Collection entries
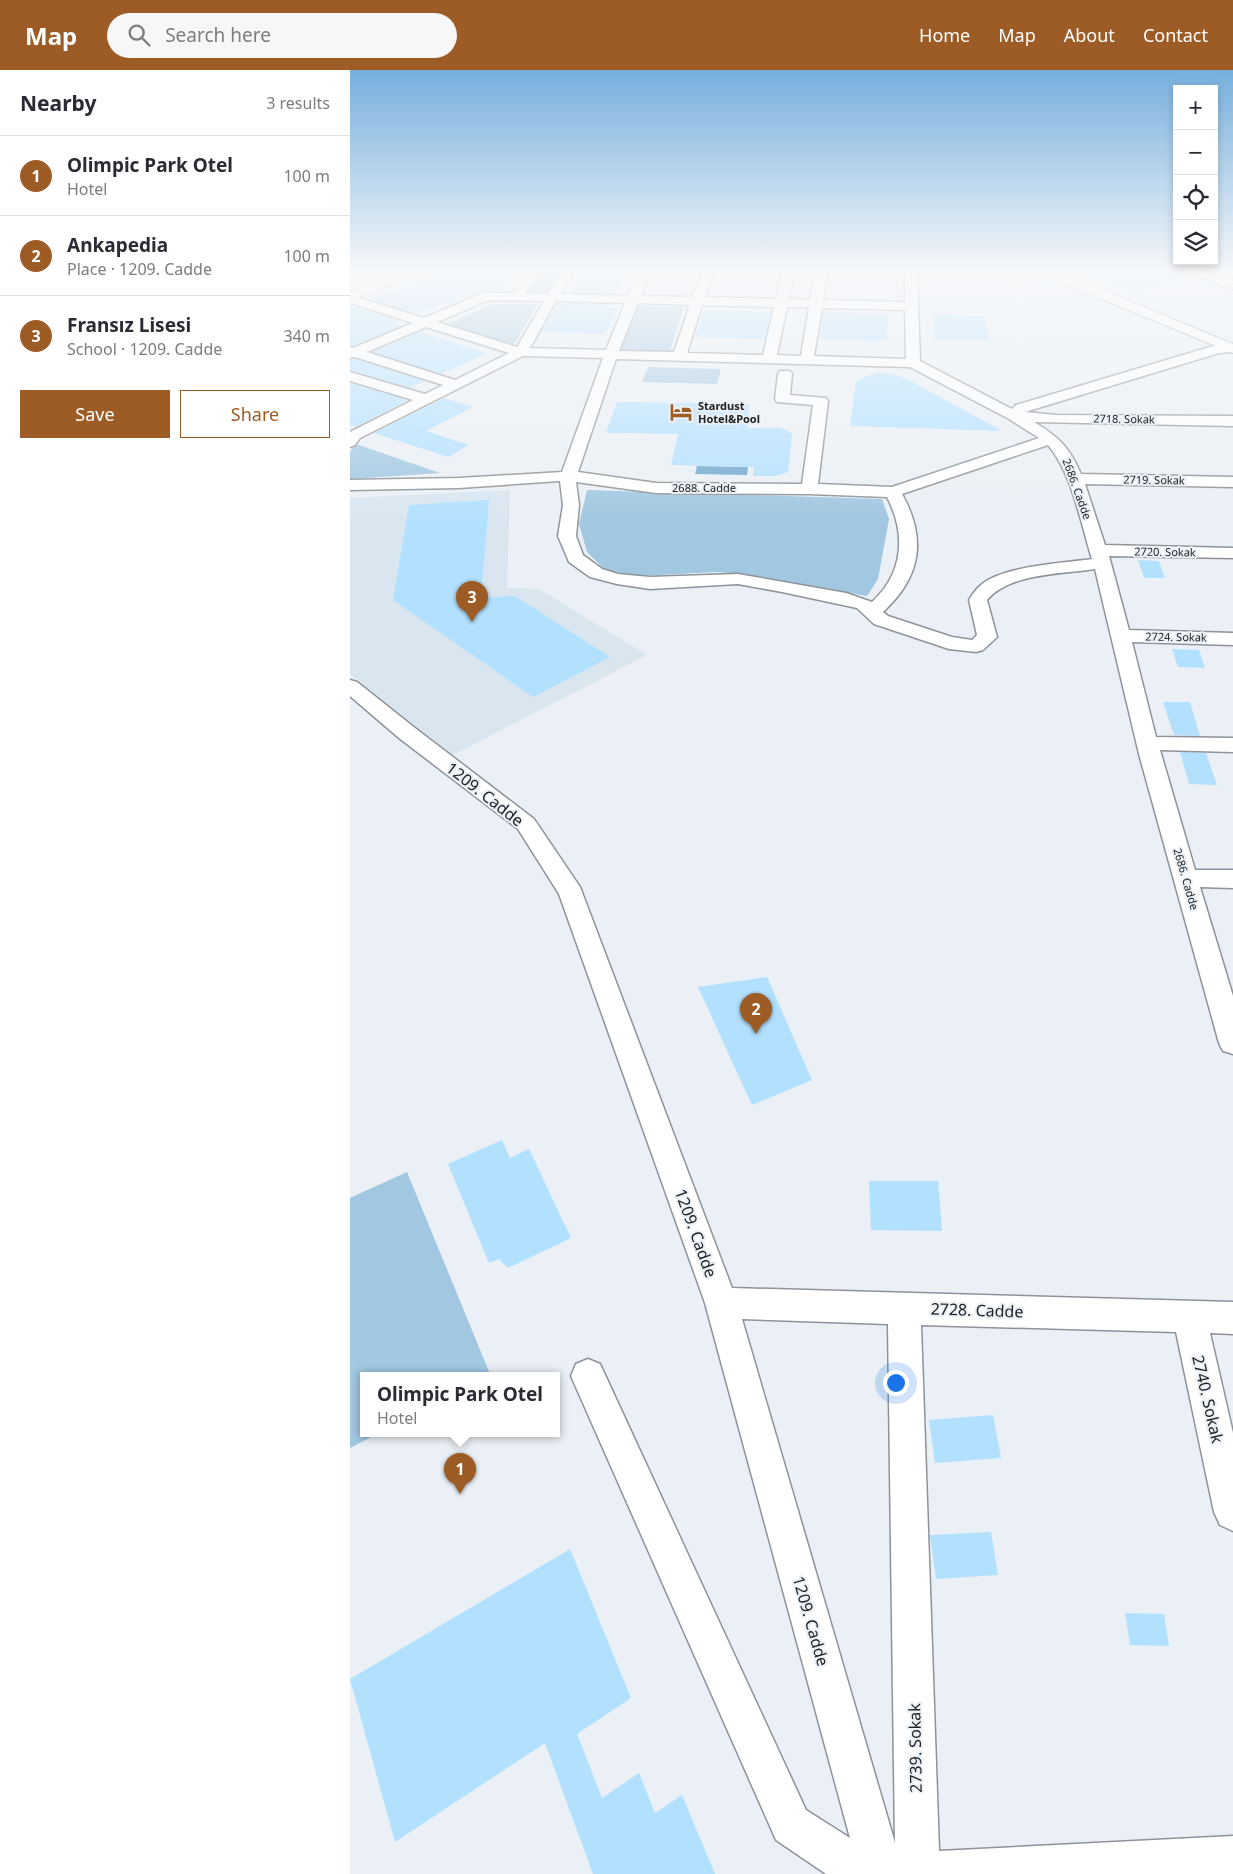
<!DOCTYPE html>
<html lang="en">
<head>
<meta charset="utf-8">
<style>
	body { margin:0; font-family:"Noto Sans",sans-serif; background:#f7f7f7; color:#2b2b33 }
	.controls { position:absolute; right:15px; top:15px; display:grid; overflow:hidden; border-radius:0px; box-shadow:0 2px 8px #0003 }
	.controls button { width:45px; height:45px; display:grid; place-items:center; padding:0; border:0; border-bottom:1px solid #e1e1e2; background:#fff; color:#2b2b33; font:25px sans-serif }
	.you { position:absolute; left:545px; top:1312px; width:18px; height:18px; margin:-12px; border:4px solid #fff; border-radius:50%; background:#1a73e8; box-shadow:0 0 0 8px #1a73e833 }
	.badge { display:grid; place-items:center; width:32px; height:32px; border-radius:50%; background:#9d5c26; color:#fff; font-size:16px; font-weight:700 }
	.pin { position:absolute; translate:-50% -41px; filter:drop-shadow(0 1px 2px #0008) }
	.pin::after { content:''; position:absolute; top:26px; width:18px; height:15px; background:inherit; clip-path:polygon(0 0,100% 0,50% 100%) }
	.popup { position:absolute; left:10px; top:1302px; width:200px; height:65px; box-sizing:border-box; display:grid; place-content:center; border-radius:0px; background:#fff; filter:drop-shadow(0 1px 4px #0005); font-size:16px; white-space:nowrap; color:#7c7c81 }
	.popup b { font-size:19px; color:#2b2b33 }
	.popup::after { content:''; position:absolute; left:50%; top:100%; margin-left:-10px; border:10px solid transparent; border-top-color:#fff }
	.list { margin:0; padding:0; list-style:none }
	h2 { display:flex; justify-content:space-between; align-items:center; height:65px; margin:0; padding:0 20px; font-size:21px }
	h2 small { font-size:16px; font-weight:400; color:#7c7c81 }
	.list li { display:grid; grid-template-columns:32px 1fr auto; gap:15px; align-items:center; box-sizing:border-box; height:80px; padding:0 20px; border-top:1px solid #e1e1e2 }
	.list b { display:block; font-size:19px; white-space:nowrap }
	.list p { margin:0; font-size:16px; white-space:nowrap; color:#7c7c81 }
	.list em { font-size:16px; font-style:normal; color:#7c7c81 }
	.actions { display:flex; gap:10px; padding:15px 20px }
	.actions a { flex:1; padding:11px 0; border:1px solid #9d5c26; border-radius:0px; text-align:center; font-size:18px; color:#9d5c26 }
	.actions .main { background:#9d5c26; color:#fff }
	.icon { flex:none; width:28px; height:28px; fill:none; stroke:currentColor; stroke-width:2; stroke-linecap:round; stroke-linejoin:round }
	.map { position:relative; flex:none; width:883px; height:1804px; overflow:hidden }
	header { display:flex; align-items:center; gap:30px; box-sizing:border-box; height:70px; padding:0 25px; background:#9d5c26; color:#fff }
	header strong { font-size:24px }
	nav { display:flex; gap:28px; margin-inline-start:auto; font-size:18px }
	.search { width:350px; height:45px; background:#f7f7f7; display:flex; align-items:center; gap:12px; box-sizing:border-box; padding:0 18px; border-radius:28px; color:#7c7c81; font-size:19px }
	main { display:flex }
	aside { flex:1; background:#fff }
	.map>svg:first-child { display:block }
</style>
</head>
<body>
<header>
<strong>Map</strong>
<div class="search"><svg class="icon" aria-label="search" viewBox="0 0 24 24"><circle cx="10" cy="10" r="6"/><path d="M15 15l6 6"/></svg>Search here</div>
<nav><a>Home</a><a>Map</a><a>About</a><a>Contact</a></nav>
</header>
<main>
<aside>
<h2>Nearby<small>3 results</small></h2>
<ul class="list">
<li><span class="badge">1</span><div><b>Olimpic Park Otel</b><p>Hotel</p></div><em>100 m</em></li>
<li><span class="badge">2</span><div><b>Ankapedia</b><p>Place · 1209. Cadde</p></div><em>100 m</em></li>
<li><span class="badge">3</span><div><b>Fransız Lisesi</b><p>School · 1209. Cadde</p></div><em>340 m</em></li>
</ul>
<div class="actions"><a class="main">Save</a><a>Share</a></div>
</aside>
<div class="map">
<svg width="883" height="1804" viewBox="0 0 883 1804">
	<rect width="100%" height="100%" fill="#eaf0f5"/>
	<path fill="#d9e6f0" d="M 160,420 L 157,518 L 189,519 L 297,585 L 103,685 L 0,604 L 0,428 Z"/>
	<g fill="#a1c7e1">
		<path d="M 188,202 L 210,202 L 195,226 L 173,224 Z"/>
		<path d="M 143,234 L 188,234 L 165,273 L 161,275 L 93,256 Z"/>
		<path d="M 284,236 L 334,237 L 319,284 L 265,282 Z"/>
		<path d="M 298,297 L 371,299 L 367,314 L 292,312 Z"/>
		<path d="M 6,374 L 90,403 L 0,409 L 0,382 Z"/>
		<path d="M 237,420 L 532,429 L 539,449 L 528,509 L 517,526 L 392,504 L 367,502 L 288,506 L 255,500 L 237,482 L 229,454 Z"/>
		<path d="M 57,1102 L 140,1304 L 14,1305 L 14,1363 L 29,1363 L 0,1378 L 0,1128 Z"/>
	</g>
	<path fill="#6fa8cc" d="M 347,396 L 398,397 L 397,405 L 345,404 Z"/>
	<g fill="#b2e0ff">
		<path d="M 102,202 L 167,202 L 151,220 L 128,221 L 67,244 L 21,229 Z"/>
		<path d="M 231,202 L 277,202 L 266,224 L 220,222 Z"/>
		<path d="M 732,202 L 838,202 L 838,206 L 783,223 Z"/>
		<path d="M 214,233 L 261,234 L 259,237 L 268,237 L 256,264 L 191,262 L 206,236 L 212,236 Z"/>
		<path d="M 3,236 L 49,251 L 42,253 L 51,256 L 3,276 L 0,275 L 0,237 Z"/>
		<path d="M 354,240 L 421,242 L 415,269 L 345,267 Z"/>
		<path d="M 473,242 L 538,244 L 537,271 L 469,269 Z"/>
		<path d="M 583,244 L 635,246 L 639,270 L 585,269 Z"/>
		<path d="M 69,262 L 137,283 L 91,304 L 22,282 Z"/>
		<path d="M 5,289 L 75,311 L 60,318 L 71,321 L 0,300 L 0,290 Z"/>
		<path d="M 528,303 L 546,305 L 559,310 L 652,361 L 500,356 L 506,311 L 519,305 Z"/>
		<path d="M 0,313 L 58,330 L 6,357 L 0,355 Z"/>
		<path d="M 94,328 L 123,337 L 76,361 L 119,375 L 98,387 L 24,363 Z"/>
		<path d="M 267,332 L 399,334 L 398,358 L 432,358 L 442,363 L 438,402 L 425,406 L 403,406 L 404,397 L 321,395 L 328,364 L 256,363 Z"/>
		<path d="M 139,430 L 131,528 L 165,526 L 260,587 L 183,627 L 43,530 L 59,435 Z"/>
		<path d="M 788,490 L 809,491 L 815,508 L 794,508 Z"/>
		<path d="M 822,579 L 849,580 L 855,598 L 828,597 Z"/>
		<path d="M 813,632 L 840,632 L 850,666 L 824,665 Z"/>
		<path d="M 830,682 L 856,683 L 867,715 L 839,714 Z"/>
		<path d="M 417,907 L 462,1010 L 402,1035 L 348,917 Z"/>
		<path d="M 152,1070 L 160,1088 L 179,1079 L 221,1168 L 158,1198 L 149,1189 L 139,1193 L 98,1094 Z"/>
		<path d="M 519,1111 L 588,1111 L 592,1161 L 521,1160 Z"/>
		<path d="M 643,1345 L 651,1388 L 585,1393 L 579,1350 Z"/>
		<path d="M 641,1462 L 648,1505 L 586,1509 L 580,1465 Z"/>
		<path d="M 220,1479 L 281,1628 L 227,1664 L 252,1728 L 289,1703 L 305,1743 L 332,1725 L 365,1804 L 243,1804 L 195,1673 L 45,1772 L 0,1609 Z"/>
		<path d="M 775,1543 L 814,1544 L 819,1576 L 780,1575 Z"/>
	</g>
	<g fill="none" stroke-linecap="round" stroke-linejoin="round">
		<g stroke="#8d9398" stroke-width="3">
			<g id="minor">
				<path d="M 178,202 L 190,202 L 175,223 L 198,224 L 211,202 L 223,202 L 211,224 L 278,226 L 288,202 L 300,202 L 291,226 L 342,227 L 353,202 L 365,202 L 355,227 L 426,229 L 432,202 L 444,202 L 438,229 L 460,230 L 465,202 L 477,202 L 473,230 L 555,232 L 555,202 L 567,202 L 570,291 L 662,339 L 666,335 L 863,276 L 883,274 L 883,282 L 869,283 L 675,342 L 707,345 L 883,346 L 883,356 L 684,352 C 709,367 719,377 731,404 L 883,407 L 883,417 L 735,414 L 755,475 L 883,478 L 883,488 L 759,486 L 779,560 L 883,563 L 883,575 L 782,572 L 806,667 L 883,668 L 883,682 L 810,680 L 845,800 L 883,800 L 883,818 L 850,817 L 883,926 L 883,984 L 873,981 L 869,973 L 789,684 L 745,499 C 713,504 659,503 637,530 L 647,567 L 633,580 L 626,582 L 599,579 L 524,554 L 507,538 L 432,522 L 388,514 L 300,519 L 267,514 L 240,507 L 219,492 L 208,466 L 213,435 L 210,411 L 109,418 L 0,420 L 0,410 L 109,408 L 212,402 L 253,288 L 173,286 L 10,368 L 5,375 L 0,377 L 0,362 L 63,330 L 0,311 L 0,302 L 75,324 L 93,315 L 5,287 L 0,288 L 0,277 L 3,278 L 63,253 L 0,233 L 0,225 L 74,248 L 133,223 L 163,223 ZM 139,230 L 194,231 L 167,277 L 87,252 ZM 206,231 L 275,233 L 256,280 L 180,278 ZM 288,233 L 340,235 L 324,282 L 269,281 ZM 352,235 L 424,237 L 413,285 L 337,283 ZM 437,237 L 459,237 L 451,286 L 427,285 ZM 472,238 L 555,240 L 556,289 L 464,286 ZM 76,257 L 159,283 L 105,310 L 17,282 ZM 266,289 L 560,297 L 659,349 L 689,368 L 542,417 L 468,414 L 478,331 L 476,328 L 440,325 L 442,304 L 440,301 L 430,301 L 428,304 L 425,329 L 427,332 L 463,335 L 452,414 L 306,413 L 228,402 ZM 698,375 C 722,403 731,454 742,489 C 714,493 652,496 631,515 C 626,519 622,525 619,530 L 627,565 L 622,570 L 602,567 L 538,546 L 533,542 C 571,507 577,469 552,424 ZM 226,412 L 306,423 L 459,424 L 537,427 C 556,463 554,503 522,532 L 496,523 L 388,504 L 300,507 L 268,504 L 252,499 L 233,485 L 226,466 L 229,435 Z"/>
				<path d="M 709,202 L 724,202 L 712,211 L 704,211 L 702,208 Z"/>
				<path d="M 844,202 L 861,202 L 883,211 L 883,219 L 846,205 Z"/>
				<path d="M 0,610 L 7,612 L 65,658 L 184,749 L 230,817 L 382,1218 L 883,1232 L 883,1264 L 860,1263 L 883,1363 L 883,1461 L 870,1455 L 864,1442 L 826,1262 L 571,1255 L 589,1781 L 883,1766 L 883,1804 L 476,1804 L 426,1770 L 221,1306 L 226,1294 L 238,1289 L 250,1294 L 456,1740 L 500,1768 L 355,1233 L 209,824 L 168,759 L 49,668 L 0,626 ZM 392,1249 L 538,1254 L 545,1773 Z"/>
			</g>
		</g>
		<g stroke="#8d9398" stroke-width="2">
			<g id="major">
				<path d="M 53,202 L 71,202 L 69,205 L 0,230 L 0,222 Z"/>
				<path d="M 672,202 L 701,202 L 727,209 L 883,274 L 883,283 L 717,215 L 674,205 Z"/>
			</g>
		</g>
		<use href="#minor" fill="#fff" fill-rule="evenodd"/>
		<use href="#major" fill="#fff" fill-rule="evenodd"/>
	</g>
	<linearGradient id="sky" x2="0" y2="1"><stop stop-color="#77afdd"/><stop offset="0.44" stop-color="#f6f8fa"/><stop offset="1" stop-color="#f6f8fa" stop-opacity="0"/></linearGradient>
	<rect width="883" height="455" fill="url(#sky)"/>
	<defs>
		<g id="hotel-bare" transform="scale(1.725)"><path d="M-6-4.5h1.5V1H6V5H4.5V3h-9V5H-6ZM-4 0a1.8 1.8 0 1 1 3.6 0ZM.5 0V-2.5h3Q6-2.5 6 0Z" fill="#9d5c26" stroke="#eaf0f5" stroke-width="2.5" paint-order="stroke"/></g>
	</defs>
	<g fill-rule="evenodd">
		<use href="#hotel-bare" x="331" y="342"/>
	</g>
	<g text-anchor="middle" stroke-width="4" stroke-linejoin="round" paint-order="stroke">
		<g font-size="11" font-weight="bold" fill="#202324" stroke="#eaf0f5" text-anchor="start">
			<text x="348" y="340">Stardust<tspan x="348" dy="13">Hotel&amp;Pool</tspan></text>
		</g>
		<g font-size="11" fill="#202324" stroke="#eaf0f5">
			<text transform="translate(774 349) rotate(1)" y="4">2718. Sokak</text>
			<text transform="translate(804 410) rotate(1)" y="4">2719. Sokak</text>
			<text x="354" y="422">2688. Cadde</text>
			<text transform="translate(727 419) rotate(70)" y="4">2686. Cadde</text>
			<text transform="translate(815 482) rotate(1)" y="4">2720. Sokak</text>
			<text transform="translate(826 567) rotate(1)" y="4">2724. Sokak</text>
			<text transform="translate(836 809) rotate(74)" y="4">2686. Cadde</text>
		</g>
		<g font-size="16" fill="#202324" stroke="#eaf0f5">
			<text transform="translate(135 724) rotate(38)" y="6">1209. Cadde</text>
			<text transform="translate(346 1163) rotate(70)" y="6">1209. Cadde</text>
			<text transform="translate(627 1240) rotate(2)" y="6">2728. Cadde</text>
			<text transform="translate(858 1329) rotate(77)" y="6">2740. Sokak</text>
			<text transform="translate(461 1551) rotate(74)" y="6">1209. Cadde</text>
			<text transform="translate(565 1678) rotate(-91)" y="6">2739. Sokak</text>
		</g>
	</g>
</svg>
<div class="controls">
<button>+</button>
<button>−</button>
<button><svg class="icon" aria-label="locate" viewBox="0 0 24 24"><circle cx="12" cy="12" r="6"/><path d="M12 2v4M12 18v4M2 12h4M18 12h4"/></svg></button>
<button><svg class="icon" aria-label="layers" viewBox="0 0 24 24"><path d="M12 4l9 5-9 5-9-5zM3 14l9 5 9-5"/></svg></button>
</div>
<div class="you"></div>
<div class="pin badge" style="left:110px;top:1424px">1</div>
<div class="popup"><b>Olimpic Park Otel</b>Hotel</div>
<div class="pin badge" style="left:406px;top:964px">2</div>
<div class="pin badge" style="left:122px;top:552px">3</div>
</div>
</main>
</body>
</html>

Exercise objective: Any pictures are to be skipped, and the lines from the beginning of the entries through the line with "position:absolute; left:545px; top:1312px;" copied exactly.

Result below:
<!DOCTYPE html>
<html lang="en">
<head>
<meta charset="utf-8">
<style>
	body { margin:0; font-family:"Noto Sans",sans-serif; background:#f7f7f7; color:#2b2b33 }
	.controls { position:absolute; right:15px; top:15px; display:grid; overflow:hidden; border-radius:0px; box-shadow:0 2px 8px #0003 }
	.controls button { width:45px; height:45px; display:grid; place-items:center; padding:0; border:0; border-bottom:1px solid #e1e1e2; background:#fff; color:#2b2b33; font:25px sans-serif }
	.you { position:absolute; left:545px; top:1312px; width:18px; height:18px; margin:-12px; border:4px solid #fff; border-radius:50%; background:#1a73e8; box-shadow:0 0 0 8px #1a73e833 }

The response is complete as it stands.